Exercise instructions – Each line of the listing that contains the word "middle" is to be copied.

::::::::::

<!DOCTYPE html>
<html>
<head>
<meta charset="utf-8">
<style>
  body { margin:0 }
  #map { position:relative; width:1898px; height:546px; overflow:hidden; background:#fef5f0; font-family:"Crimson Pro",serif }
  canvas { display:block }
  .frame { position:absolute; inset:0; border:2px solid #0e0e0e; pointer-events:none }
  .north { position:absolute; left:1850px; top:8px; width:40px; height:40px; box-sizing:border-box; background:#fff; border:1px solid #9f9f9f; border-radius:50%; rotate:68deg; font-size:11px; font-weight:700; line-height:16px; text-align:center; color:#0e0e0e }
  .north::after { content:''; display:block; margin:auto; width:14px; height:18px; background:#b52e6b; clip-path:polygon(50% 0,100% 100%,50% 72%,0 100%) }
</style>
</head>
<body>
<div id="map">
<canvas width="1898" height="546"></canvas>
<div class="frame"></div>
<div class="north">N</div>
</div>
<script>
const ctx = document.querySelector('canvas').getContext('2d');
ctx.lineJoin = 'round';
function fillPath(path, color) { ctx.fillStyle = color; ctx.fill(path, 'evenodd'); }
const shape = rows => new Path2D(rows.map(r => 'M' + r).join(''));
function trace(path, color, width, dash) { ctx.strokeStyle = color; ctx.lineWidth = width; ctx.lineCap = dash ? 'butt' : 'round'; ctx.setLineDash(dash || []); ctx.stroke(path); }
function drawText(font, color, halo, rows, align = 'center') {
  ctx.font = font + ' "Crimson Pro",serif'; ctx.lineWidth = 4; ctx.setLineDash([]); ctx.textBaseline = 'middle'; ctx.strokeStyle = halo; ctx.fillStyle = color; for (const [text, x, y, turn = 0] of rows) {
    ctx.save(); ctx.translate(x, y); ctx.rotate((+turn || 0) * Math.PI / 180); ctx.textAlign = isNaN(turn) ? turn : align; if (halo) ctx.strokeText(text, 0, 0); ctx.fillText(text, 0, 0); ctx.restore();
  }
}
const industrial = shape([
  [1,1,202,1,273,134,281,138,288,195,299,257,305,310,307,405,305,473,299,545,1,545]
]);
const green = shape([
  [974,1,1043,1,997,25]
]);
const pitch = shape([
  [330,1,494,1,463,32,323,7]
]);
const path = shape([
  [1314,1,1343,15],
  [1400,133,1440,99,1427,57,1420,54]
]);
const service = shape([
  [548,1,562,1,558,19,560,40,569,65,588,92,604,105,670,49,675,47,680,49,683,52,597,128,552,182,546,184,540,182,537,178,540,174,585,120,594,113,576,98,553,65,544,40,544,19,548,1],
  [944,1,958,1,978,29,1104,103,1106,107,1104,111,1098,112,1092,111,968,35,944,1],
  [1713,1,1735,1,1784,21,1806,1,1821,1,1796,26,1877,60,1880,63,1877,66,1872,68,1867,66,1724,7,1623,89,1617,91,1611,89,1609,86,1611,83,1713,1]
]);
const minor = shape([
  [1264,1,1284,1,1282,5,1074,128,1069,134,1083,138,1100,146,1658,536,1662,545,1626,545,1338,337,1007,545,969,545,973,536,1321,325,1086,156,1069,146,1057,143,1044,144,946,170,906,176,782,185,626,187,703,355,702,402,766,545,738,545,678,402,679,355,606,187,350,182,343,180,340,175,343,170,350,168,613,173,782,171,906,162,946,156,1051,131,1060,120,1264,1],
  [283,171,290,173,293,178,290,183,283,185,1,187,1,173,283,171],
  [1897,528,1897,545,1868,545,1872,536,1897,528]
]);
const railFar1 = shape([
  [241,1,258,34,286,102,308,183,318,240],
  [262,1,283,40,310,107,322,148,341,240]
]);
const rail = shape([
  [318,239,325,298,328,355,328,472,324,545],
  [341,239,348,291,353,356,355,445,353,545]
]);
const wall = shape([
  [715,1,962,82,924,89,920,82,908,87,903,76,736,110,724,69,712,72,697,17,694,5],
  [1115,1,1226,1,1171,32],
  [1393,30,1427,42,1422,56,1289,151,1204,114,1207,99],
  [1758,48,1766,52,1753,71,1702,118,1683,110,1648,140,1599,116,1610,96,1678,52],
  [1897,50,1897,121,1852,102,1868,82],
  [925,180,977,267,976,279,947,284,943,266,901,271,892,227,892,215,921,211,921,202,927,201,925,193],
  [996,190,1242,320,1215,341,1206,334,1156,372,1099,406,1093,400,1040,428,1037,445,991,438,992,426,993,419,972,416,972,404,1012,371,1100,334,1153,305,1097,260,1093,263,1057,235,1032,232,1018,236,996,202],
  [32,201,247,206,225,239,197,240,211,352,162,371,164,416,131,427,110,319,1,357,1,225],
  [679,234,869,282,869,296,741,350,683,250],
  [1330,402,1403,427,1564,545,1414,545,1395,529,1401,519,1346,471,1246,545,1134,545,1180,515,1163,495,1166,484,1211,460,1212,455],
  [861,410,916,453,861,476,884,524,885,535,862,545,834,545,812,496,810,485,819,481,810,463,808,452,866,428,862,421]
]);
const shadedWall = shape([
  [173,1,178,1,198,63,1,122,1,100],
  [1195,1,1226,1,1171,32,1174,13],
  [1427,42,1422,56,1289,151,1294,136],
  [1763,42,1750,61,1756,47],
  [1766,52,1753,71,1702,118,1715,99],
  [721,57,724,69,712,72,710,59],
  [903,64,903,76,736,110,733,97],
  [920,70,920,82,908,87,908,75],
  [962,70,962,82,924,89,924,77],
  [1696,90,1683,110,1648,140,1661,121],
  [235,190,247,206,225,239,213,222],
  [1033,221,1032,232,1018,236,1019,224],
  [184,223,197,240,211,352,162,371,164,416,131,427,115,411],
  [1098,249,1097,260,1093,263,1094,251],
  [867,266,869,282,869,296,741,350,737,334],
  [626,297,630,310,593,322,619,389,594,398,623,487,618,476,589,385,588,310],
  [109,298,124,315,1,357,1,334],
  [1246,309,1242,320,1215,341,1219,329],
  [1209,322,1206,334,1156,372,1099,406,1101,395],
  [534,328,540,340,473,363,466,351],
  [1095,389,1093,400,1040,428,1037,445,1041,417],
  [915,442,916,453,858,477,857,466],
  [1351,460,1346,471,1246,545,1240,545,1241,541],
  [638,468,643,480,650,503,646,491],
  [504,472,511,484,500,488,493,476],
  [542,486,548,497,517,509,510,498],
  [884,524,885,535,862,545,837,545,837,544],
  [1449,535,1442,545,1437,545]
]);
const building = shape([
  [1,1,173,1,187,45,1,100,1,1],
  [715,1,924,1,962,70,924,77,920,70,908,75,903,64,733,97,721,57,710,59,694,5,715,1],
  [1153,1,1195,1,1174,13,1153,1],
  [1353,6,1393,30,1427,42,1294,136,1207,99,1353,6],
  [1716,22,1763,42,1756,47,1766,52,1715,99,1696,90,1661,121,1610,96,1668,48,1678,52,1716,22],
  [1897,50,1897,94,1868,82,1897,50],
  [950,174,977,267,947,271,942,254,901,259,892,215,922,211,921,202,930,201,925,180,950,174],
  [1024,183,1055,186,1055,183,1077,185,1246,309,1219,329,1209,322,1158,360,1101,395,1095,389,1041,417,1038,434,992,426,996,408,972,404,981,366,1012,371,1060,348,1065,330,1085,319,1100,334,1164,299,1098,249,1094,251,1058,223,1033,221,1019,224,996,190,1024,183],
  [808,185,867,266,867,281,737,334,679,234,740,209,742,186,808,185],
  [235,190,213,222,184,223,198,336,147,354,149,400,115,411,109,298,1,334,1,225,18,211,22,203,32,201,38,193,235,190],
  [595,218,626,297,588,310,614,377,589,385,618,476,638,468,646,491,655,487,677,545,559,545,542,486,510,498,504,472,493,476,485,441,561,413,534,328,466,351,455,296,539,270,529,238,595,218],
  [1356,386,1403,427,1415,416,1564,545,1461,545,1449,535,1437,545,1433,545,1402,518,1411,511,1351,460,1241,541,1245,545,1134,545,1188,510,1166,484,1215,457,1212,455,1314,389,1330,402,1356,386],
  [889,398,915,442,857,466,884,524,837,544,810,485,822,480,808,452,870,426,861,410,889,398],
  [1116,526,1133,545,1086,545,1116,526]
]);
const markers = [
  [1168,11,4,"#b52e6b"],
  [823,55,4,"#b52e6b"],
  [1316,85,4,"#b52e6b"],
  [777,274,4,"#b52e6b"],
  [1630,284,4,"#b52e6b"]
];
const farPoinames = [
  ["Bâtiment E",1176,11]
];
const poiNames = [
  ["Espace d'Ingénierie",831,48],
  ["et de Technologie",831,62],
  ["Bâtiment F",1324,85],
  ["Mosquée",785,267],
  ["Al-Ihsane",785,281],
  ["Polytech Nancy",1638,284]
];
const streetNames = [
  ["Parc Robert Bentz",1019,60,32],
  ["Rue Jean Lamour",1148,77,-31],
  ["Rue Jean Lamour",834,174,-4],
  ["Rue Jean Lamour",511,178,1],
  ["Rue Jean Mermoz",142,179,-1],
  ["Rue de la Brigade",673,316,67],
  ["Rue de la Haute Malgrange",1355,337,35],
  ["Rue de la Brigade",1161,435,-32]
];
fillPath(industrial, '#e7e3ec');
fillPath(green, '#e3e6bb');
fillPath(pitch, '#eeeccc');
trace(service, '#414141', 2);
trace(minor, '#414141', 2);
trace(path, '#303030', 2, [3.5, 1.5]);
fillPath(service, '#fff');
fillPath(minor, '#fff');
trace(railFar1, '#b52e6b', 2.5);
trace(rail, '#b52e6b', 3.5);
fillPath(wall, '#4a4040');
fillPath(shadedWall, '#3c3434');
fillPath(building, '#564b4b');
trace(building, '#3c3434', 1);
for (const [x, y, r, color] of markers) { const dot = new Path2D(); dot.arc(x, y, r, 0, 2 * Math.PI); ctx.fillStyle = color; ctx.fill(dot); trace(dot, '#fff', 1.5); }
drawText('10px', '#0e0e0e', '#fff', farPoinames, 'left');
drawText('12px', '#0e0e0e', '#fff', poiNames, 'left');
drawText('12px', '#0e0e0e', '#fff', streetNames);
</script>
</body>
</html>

::::::::::

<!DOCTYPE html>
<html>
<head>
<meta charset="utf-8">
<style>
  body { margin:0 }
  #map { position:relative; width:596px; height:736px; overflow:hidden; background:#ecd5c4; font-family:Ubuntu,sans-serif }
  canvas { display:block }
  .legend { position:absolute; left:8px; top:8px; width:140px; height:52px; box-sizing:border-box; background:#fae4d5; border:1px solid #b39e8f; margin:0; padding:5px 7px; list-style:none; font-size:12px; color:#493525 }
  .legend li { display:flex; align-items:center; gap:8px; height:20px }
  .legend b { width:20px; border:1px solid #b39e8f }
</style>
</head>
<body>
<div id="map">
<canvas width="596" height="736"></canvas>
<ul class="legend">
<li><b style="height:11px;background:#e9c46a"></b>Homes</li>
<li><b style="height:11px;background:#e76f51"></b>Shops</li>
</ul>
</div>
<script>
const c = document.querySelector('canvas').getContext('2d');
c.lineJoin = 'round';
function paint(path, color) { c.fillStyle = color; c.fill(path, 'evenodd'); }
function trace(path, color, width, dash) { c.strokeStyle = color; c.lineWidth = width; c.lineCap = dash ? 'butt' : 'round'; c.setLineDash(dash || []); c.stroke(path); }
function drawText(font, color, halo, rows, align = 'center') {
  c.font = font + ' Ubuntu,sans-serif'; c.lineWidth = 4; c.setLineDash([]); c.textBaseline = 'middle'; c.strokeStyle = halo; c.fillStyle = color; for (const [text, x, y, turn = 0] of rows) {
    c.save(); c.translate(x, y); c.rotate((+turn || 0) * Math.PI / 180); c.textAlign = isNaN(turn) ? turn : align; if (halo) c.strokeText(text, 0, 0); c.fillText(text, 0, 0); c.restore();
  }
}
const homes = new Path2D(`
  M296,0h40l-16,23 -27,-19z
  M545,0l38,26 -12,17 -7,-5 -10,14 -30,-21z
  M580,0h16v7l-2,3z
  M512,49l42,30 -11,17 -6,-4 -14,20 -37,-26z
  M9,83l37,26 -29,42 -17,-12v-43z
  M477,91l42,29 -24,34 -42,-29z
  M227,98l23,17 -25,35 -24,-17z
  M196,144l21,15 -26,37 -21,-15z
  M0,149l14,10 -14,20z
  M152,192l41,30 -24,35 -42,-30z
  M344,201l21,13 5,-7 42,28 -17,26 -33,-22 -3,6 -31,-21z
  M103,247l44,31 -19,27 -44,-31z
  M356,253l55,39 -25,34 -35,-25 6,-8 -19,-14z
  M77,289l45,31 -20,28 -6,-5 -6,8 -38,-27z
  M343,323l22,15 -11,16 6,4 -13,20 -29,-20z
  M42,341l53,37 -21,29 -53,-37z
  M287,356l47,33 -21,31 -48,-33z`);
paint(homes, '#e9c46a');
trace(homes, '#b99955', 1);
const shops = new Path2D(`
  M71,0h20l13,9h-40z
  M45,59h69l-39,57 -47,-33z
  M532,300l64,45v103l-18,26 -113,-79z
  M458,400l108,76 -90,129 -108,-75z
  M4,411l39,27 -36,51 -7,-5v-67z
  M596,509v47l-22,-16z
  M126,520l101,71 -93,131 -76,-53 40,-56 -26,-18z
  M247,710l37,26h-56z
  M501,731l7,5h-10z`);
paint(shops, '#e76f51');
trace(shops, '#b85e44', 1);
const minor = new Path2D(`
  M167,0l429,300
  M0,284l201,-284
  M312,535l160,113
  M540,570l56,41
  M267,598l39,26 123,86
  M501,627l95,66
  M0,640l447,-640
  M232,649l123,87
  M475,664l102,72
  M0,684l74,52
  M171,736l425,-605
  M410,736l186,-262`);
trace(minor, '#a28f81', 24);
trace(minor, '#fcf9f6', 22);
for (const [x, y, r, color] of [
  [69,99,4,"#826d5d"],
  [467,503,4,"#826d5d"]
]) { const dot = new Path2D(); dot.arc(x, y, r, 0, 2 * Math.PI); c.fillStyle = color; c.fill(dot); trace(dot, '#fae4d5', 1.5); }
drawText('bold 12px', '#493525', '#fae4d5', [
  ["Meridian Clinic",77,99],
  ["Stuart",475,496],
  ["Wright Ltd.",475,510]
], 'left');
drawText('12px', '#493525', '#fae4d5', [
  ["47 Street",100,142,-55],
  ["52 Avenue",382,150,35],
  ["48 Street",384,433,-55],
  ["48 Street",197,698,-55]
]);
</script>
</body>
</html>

::::::::::

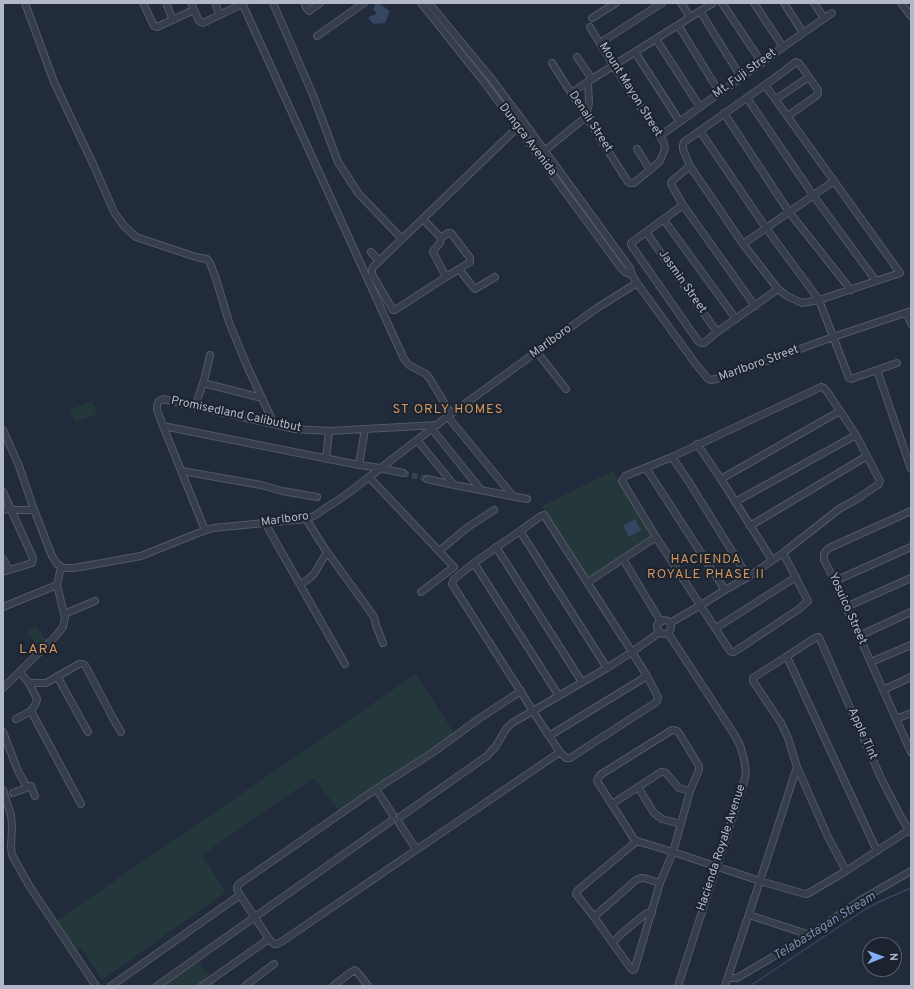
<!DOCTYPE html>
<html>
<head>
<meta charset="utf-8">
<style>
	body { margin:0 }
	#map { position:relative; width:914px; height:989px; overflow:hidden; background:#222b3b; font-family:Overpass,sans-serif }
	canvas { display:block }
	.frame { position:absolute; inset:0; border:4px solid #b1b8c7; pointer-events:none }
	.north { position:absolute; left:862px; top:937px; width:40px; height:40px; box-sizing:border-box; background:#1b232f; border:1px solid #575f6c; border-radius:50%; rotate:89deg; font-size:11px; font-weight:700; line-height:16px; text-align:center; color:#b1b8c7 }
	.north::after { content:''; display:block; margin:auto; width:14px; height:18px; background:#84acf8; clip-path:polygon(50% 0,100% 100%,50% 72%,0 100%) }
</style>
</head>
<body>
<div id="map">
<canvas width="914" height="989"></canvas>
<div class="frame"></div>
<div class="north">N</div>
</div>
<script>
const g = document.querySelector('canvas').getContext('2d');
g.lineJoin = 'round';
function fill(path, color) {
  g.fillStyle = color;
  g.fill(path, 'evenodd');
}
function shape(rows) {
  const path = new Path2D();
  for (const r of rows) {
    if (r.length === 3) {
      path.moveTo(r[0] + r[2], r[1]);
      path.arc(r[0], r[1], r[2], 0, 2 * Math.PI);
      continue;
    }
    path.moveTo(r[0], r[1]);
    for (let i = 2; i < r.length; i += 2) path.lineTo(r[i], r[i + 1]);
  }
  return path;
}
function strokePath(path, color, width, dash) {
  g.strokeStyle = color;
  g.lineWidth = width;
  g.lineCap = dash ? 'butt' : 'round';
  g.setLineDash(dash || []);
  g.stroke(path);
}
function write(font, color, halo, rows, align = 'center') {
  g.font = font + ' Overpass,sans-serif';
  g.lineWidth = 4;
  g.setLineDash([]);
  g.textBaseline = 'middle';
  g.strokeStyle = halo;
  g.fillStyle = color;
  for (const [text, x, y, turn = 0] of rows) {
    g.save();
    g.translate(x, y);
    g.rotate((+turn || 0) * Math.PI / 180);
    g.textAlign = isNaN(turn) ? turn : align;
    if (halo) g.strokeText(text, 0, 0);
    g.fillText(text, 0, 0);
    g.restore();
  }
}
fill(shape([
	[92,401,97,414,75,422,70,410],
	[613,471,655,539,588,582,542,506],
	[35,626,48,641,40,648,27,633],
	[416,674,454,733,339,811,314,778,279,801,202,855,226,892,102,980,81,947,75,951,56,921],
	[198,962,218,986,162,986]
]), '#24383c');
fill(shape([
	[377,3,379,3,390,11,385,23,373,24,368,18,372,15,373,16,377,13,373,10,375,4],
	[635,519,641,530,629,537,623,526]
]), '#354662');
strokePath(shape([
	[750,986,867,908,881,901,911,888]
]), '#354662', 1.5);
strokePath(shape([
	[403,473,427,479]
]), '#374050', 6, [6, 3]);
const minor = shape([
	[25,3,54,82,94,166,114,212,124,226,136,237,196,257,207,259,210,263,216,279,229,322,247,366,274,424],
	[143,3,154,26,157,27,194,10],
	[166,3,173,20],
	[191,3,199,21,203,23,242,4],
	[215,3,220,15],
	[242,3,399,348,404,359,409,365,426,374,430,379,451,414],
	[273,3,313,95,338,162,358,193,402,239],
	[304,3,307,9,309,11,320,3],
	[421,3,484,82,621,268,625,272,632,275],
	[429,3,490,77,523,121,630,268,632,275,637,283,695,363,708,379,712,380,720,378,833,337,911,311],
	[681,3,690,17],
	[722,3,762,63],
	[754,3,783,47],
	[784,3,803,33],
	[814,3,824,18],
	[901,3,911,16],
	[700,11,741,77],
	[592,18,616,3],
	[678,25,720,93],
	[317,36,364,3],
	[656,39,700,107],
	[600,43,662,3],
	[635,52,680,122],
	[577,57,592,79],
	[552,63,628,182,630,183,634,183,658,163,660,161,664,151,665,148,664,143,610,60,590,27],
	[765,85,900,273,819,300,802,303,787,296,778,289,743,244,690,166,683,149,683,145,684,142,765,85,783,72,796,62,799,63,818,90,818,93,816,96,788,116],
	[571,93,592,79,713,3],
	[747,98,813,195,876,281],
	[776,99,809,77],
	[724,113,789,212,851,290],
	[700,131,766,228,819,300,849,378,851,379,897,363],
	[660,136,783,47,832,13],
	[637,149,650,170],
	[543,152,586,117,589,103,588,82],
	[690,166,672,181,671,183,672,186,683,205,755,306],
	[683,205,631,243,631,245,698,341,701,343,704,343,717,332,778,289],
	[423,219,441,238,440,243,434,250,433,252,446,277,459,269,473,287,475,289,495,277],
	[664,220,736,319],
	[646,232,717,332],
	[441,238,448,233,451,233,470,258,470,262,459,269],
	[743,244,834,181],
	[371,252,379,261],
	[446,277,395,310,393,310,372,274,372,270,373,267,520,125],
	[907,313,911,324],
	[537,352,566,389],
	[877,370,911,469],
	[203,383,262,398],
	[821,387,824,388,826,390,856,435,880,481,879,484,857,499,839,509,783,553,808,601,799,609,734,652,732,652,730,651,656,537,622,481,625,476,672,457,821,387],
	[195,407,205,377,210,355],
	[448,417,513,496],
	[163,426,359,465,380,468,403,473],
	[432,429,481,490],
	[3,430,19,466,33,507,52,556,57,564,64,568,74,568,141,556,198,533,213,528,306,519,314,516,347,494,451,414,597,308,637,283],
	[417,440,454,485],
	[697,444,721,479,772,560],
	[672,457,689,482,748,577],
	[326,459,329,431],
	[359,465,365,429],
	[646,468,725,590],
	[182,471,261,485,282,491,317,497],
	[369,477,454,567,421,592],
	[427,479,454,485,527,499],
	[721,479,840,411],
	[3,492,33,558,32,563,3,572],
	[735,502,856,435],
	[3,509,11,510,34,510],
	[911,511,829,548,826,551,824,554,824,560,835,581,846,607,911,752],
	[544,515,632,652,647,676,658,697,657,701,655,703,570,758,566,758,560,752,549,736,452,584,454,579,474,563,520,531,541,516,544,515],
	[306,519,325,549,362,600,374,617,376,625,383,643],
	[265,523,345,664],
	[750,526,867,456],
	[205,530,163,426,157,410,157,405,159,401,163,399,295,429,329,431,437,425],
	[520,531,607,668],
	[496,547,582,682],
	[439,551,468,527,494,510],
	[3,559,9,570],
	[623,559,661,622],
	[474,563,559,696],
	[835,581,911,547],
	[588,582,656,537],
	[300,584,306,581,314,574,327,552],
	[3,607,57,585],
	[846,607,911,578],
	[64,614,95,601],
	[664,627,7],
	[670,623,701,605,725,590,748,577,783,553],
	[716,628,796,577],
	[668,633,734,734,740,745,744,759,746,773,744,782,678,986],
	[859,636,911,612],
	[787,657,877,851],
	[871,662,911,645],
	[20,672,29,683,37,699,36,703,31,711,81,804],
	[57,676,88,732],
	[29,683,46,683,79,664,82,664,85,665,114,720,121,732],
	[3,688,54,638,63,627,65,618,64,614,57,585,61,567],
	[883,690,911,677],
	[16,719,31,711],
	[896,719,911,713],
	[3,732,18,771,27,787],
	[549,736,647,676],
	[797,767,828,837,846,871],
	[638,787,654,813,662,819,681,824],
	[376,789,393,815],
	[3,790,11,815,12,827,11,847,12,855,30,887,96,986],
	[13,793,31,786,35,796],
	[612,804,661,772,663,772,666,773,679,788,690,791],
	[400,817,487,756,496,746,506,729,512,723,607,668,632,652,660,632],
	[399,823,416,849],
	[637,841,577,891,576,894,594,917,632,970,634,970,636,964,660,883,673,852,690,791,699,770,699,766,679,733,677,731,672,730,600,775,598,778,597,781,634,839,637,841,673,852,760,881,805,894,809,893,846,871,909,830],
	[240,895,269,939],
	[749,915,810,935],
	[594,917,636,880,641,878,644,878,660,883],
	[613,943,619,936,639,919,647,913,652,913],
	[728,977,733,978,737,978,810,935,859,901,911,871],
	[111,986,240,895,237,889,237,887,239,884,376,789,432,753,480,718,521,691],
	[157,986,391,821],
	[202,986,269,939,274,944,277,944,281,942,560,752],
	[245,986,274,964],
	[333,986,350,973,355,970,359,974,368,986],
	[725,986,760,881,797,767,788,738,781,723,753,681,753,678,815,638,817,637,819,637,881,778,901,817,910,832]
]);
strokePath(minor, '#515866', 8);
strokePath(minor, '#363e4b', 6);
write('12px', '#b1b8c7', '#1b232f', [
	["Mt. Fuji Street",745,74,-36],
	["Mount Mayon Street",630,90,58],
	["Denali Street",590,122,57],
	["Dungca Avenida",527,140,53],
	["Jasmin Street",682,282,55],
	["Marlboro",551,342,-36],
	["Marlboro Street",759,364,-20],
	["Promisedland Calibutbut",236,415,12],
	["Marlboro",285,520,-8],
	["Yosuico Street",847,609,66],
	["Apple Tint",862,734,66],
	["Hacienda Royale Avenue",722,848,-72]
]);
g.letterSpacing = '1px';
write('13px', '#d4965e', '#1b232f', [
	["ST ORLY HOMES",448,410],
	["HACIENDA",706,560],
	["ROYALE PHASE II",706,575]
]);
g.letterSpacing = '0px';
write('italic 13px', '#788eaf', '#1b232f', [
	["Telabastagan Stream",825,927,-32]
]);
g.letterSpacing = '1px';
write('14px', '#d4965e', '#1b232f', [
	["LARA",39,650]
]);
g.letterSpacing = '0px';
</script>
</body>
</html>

::::::::::

Written answer –
  ctx.font = font + ' "Crimson Pro",serif'; ctx.lineWidth = 4; ctx.setLineDash([]); ctx.textBaseline = 'middle'; ctx.strokeStyle = halo; ctx.fillStyle = color; for (const [text, x, y, turn = 0] of rows) {
  c.font = font + ' Ubuntu,sans-serif'; c.lineWidth = 4; c.setLineDash([]); c.textBaseline = 'middle'; c.strokeStyle = halo; c.fillStyle = color; for (const [text, x, y, turn = 0] of rows) {
  g.textBaseline = 'middle';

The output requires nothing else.